Re: Working Group Last Call for HTTP Random Access and Live Content

On 9 February 2018 at 12:38, Mark Nottingham <mnot@mnot.net> wrote:
> Hi Folks,
>
> We didn't receive any feedback during the WGLC period, which is causing your chairs a bit of concern.
>
> If you have read this document and believe it should progress as Experimental, please say so on-list (or privately to us, if necessary).
>
> Thanks,
>

For the most part, I can think of a couple of ways it could go wrong,
but they're all pretty screwy to start with, and the worst that
happens is a dodgy client finds that its "very large" resource has
been truncated mid-download.  So I don't think it really needs to be
Experimental just for that.

That said, I don't feel comfortable about the Shift Buffer
Representations section.  AFAIK this document is introducing this
concept, at least as far as breaking the relationship between resource
representation size and byte range, so it should spend more effort
describing/standardising some of the other behaviours.  (Such as: What
happens if I try to resume an interrupted non-range request using a
range request (assuming I didn't make the first request when the
original first byte was still available)? Whose byte "0" is the real
byte "0"?)  It seems like we've opened a little Pandora's box without
providing any advice or guidance.

Editorial:

* No references until Section 2.1? I would have expected an earlier
pointer to RFC7233 (at the least), maybe even in the introduction.

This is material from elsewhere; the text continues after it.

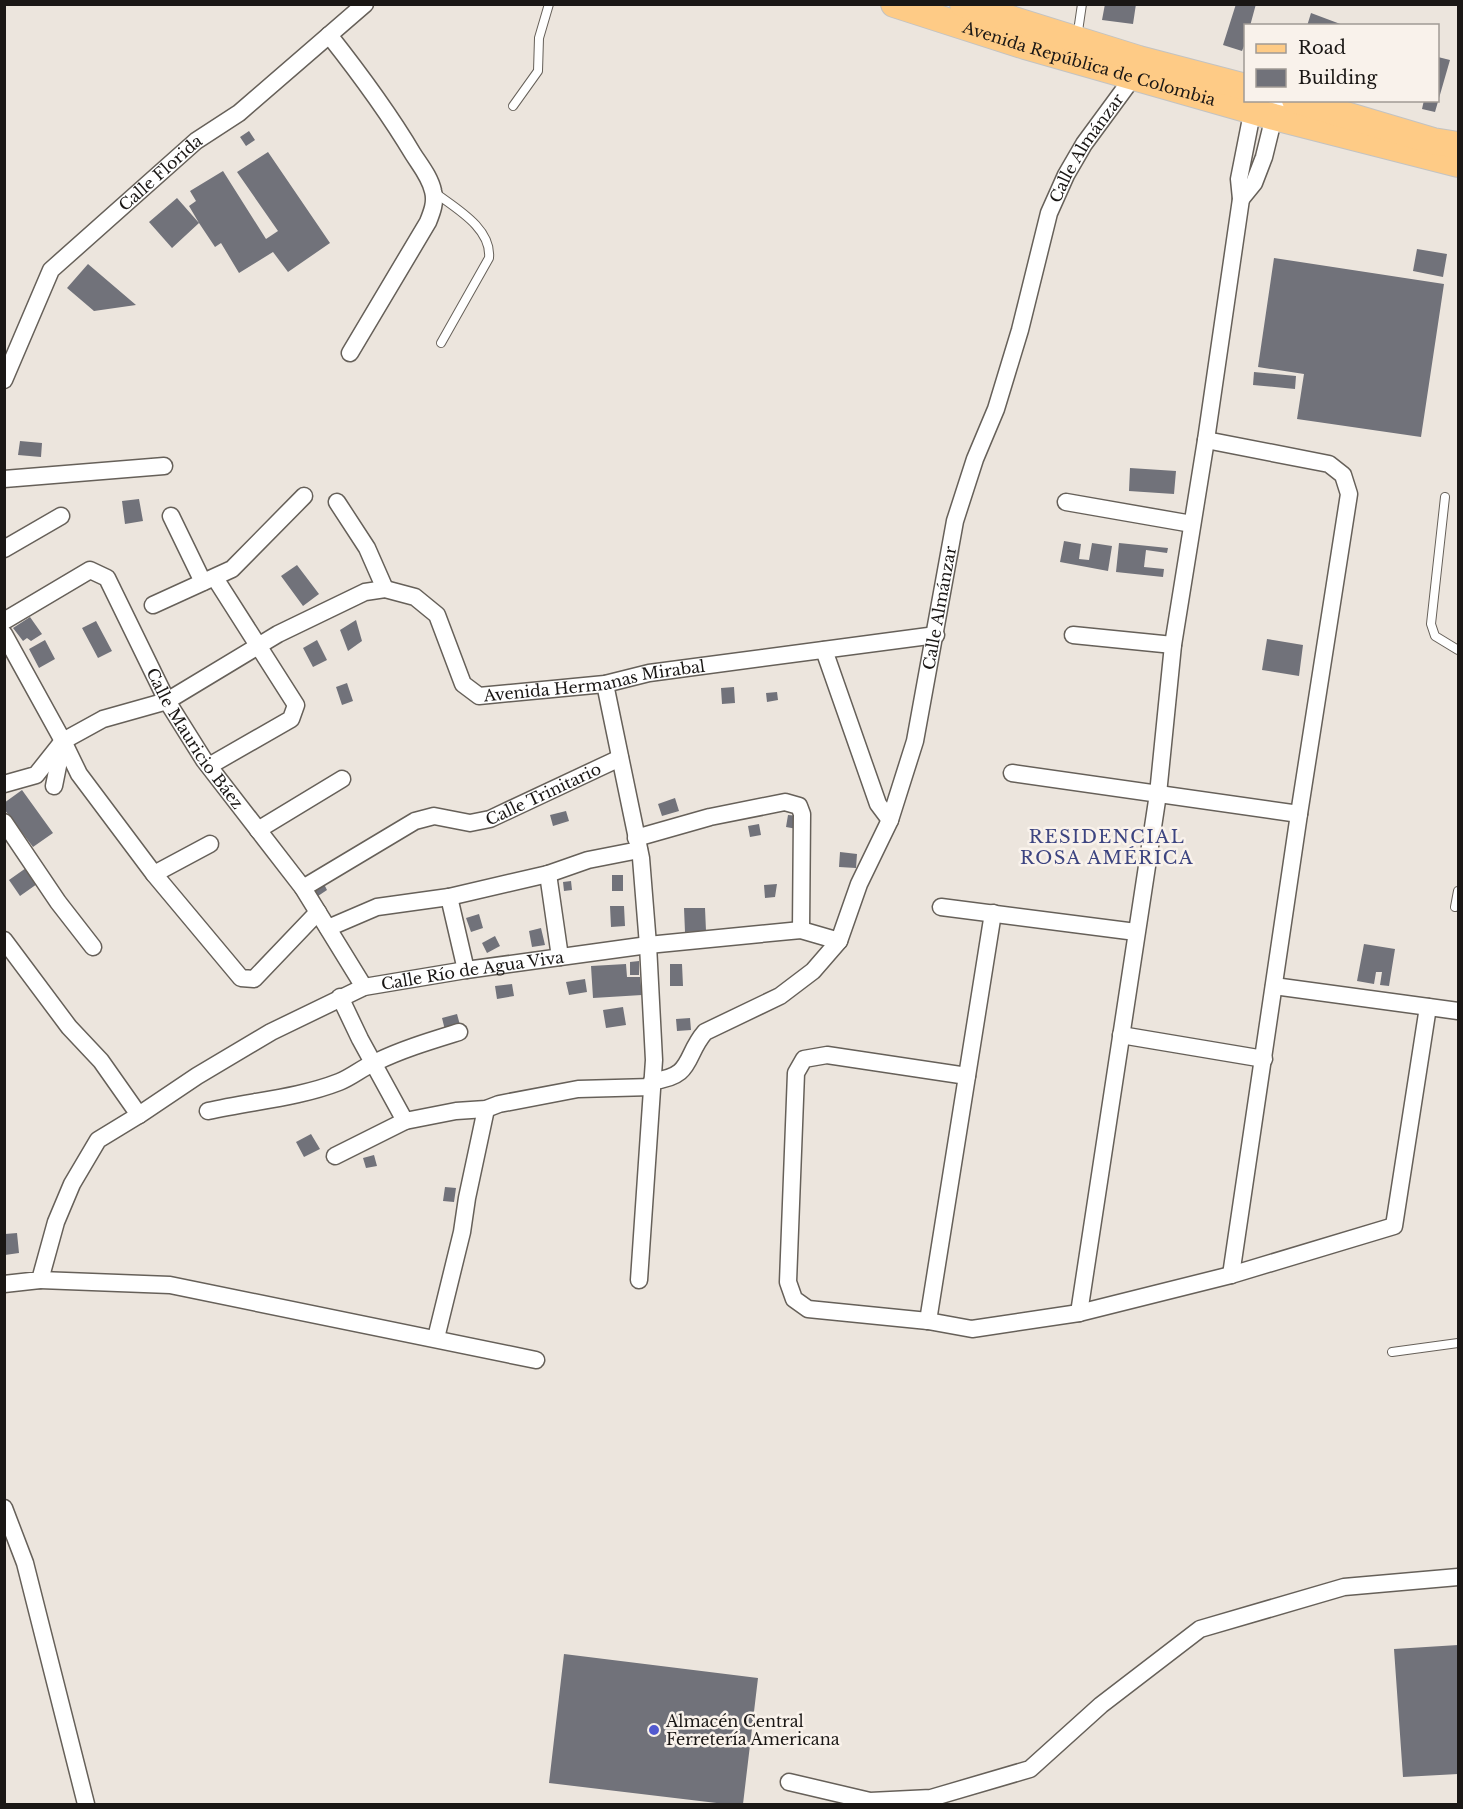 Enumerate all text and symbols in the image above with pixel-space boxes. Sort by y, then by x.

* Throughout, "indeterminate-length" (or "indeterminate length") is
used as an adjective, as in "indeterminate length resource".
Technically is *is* an attributive noun, but it's awkward, especially
when not hyphenated. What about "resource of indeterminate length"?

* From Section 2.1 on there's a bunch of ABNF, but there's no
fore-warning of that anywhere in the document. Is it okay to defer
that entirely to the normative reference [RFC7233]?

* In 2.2: "Very Large Value", with caps, looks like it should have a
definition somewhere ;)  (Also it's not consistently capitalised
throughout the document, one way or the other.)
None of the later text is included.